Dimitri Reyes is a Boricua multidisciplinary artist, content creator, organizer, and educator from Newark, NJ. His first chapbook, Every First & Fifteenth won the Digging Press 2020 Chapbook Award and is currently in its second printing.. Some of his work is published in Vinyl, Kweli, Entropy, Cosmonauts, Obsidian, & Acentos.

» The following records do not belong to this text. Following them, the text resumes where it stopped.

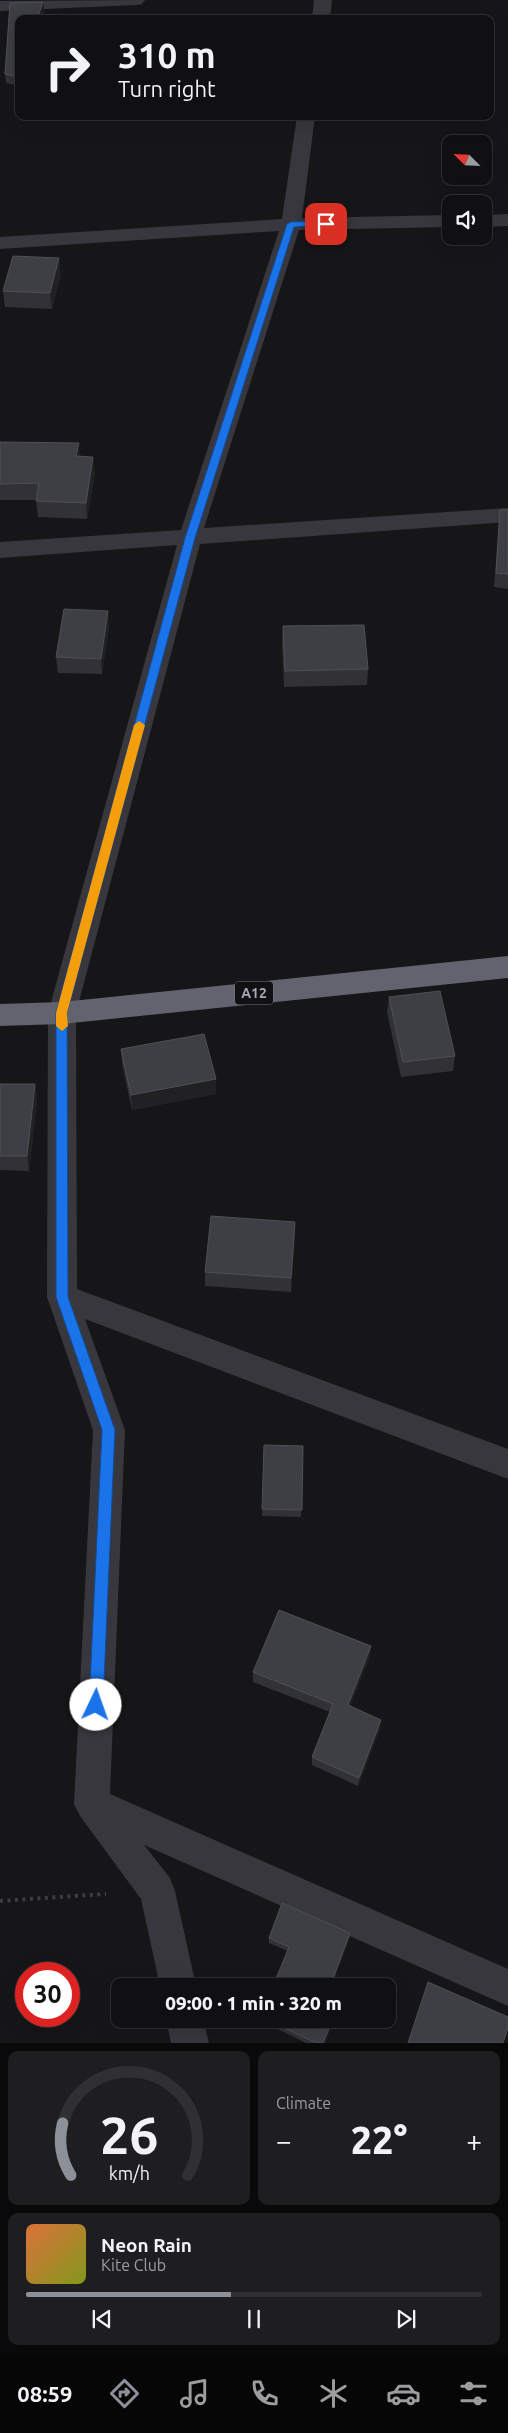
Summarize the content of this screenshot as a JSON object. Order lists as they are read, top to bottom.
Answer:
{
  "streets": {
    "highway": ["A12"]
  },
  "north": "top left",
  "page": {
    "turn": ["310 m", "Turn right"],
    "limit": "30",
    "trip": "09:00 · 1 min · 320 m",
    "tile": "Climate",
    "heat": ["−", "22°", "+"],
    "song": ["Neon Rain", "Kite Club"],
    "tabs": "08:59",
    "gauge": ["26", "km/h"]
  }
}
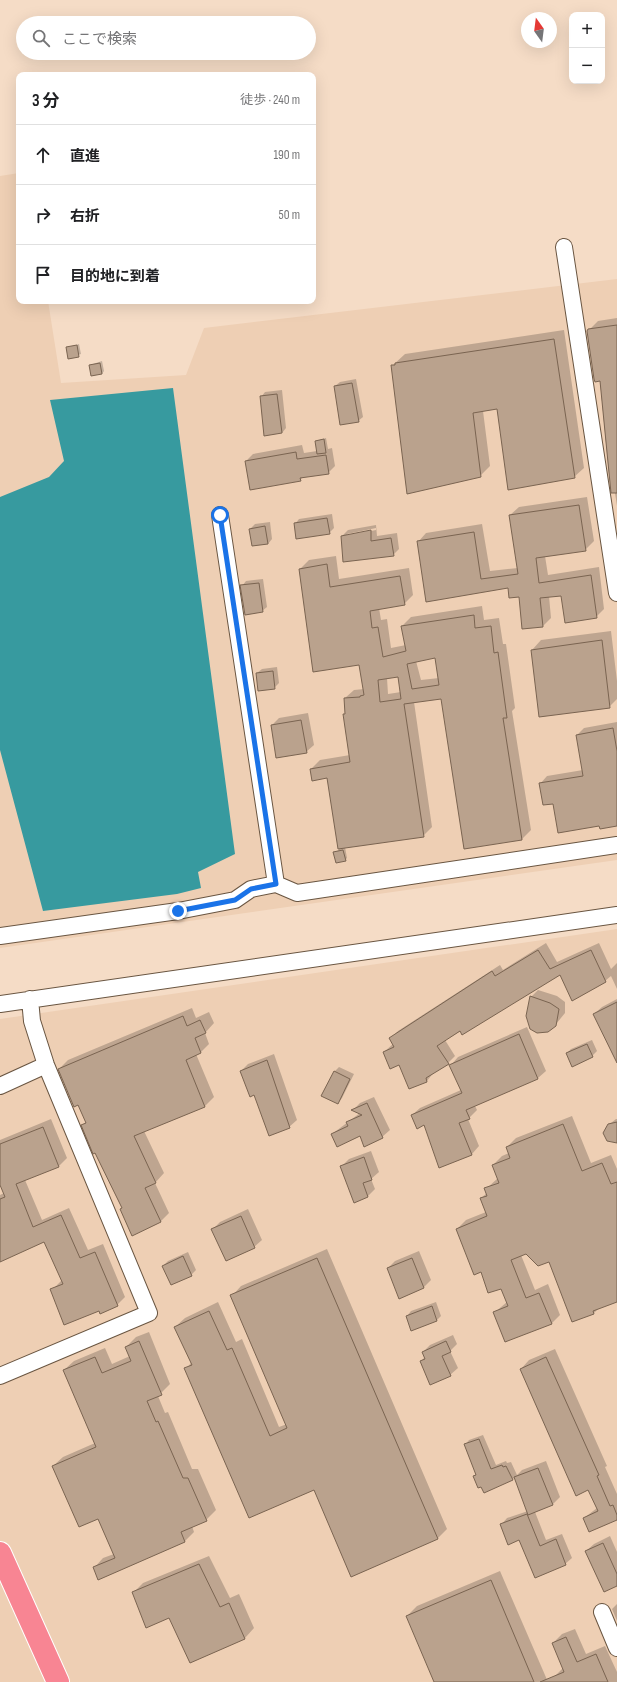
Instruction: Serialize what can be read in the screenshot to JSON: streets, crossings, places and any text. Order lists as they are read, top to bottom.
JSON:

He is the Marketing & Communications Director at CavanKerry Press and an Artist-in-Residence with NJPAC. Find out more at dimitrireyespoet.com

Child Support


The courts can recognize man

by a recklessness of shooting

chromosomes and calling them

young black & brown sons,


the way baby boys are

birthed by mothers with

birth certificates and lone signatures

on lines with room for two


are the feeps of cameras on

Christmas and graduations,

good enough for Facebook tags

and quantifying congratulations


so he doesn’t stop at one baby

as long as he recognizes bodies

and bloodlines stay interchangeable,

as long as he assumes


the backs of women remain

like fulcrums to balance the weight

of carrying a boy

for 18 years


wherein this 18 years

he will take his own mother—

his dear, dear, life-giver

to her doctor’s appointment


and she will test

positive for a painful back

at such a bend

from raising he alone.



Doña Maria’s


She came to America wanting

to put precious moments figuras on a shelf

which she did around the restaurant.


What she really enjoyed was slinging orders of fried food

to the cops, kids, and viejos of the neighborhood

while singing Boleros. Don’t call her doña,


she prefers casa because she doesn’t serve her food

but offers the tastes of holidays and marriages

on any given day. Except of course, this love


is paid but you can bet there is home here

from opening to closing. Always packed,

always loud, always fragrant and Maria’s


hair is aired out now. More grasa than champú

where her English is ever clearer outside the store

than it was any other Monday evening.


With the rent higher than her 5-foot frame,

she looks at us in our coats, passing our stoops

and skateboards after another 8 o’clock closing.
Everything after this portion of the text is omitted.